» **EXERCISE**: Hunt through the lines below for the string "water" and copy each one that has it.

Dataset entries:
────────────────────

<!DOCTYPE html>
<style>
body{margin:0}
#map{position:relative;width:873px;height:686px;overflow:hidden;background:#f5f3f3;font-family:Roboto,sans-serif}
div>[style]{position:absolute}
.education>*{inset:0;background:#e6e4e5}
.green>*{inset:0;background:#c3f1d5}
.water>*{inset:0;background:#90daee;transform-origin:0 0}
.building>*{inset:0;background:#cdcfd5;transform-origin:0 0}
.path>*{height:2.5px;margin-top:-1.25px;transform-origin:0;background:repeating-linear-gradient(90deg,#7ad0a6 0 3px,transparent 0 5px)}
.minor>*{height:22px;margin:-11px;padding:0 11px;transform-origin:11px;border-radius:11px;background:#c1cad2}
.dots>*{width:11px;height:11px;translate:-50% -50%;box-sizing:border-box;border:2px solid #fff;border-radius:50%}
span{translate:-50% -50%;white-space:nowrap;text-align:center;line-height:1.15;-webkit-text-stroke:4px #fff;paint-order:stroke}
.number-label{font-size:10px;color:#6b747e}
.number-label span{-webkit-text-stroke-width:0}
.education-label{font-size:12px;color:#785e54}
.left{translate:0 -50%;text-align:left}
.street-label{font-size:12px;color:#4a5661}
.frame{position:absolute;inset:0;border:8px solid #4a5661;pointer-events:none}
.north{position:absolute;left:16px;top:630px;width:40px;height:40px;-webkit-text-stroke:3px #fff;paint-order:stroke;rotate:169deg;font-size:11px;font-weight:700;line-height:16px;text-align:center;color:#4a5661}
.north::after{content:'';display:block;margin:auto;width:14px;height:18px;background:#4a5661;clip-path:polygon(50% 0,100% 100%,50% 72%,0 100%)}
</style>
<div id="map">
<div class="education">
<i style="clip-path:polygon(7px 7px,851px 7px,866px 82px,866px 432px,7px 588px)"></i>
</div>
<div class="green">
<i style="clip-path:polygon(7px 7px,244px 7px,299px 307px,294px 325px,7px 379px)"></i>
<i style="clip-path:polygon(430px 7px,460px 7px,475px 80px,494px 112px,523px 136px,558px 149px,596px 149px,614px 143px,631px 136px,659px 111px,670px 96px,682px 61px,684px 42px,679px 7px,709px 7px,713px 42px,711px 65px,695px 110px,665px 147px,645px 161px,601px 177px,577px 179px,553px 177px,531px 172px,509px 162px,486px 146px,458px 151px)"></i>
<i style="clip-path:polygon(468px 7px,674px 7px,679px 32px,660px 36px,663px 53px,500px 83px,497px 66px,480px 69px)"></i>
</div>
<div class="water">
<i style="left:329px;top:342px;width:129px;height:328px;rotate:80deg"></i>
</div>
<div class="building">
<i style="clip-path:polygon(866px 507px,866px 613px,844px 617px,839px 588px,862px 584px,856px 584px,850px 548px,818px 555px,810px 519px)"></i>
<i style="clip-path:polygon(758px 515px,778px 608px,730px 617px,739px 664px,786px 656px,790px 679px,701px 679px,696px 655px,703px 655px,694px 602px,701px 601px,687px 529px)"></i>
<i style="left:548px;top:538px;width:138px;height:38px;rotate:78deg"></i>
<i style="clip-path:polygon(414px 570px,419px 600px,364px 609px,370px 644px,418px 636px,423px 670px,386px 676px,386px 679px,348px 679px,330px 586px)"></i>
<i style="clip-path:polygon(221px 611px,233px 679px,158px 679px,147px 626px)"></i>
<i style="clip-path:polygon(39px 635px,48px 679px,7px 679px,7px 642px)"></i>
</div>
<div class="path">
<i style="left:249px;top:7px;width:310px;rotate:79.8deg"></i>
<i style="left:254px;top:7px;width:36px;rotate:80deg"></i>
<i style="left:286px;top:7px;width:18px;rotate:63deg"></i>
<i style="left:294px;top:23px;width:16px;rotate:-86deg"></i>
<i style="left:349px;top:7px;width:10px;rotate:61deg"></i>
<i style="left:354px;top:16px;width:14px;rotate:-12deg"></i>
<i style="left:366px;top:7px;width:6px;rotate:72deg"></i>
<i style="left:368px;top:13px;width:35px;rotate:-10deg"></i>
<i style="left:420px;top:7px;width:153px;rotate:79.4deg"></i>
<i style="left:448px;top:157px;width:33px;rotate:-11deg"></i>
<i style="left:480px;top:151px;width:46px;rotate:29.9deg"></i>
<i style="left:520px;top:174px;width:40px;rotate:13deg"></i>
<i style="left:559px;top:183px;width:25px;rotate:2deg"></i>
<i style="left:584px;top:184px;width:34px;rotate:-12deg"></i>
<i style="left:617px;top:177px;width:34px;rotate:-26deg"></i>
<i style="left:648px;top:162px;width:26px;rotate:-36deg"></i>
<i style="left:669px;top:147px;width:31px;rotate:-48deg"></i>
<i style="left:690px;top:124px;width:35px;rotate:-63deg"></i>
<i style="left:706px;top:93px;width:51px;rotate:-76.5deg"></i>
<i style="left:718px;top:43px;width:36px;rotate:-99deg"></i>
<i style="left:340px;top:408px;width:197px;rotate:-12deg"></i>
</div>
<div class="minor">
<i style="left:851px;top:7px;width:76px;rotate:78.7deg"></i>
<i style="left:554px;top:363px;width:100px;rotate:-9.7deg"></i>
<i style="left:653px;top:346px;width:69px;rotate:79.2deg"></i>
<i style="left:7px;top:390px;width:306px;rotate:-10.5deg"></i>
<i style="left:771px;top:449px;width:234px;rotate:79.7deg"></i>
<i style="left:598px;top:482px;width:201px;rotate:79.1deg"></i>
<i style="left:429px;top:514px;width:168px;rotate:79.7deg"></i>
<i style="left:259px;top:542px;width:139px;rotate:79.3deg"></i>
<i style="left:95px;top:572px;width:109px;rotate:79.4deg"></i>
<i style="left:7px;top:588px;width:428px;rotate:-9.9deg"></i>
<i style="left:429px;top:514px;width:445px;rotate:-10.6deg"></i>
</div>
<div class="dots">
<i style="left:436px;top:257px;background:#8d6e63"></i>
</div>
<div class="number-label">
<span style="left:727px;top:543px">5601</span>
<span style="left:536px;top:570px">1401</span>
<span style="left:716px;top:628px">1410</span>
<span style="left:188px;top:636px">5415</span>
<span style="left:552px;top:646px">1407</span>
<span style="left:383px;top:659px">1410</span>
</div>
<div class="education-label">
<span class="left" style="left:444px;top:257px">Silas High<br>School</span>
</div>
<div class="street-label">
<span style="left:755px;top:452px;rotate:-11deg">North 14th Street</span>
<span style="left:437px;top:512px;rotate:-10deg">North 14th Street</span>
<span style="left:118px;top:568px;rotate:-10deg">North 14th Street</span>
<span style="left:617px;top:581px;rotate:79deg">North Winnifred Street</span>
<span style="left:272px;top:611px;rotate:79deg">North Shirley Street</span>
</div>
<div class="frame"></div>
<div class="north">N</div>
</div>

────────────────────

» **PROBLEM SOLUTION**:
.water>*{inset:0;background:#90daee;transform-origin:0 0}
<div class="water">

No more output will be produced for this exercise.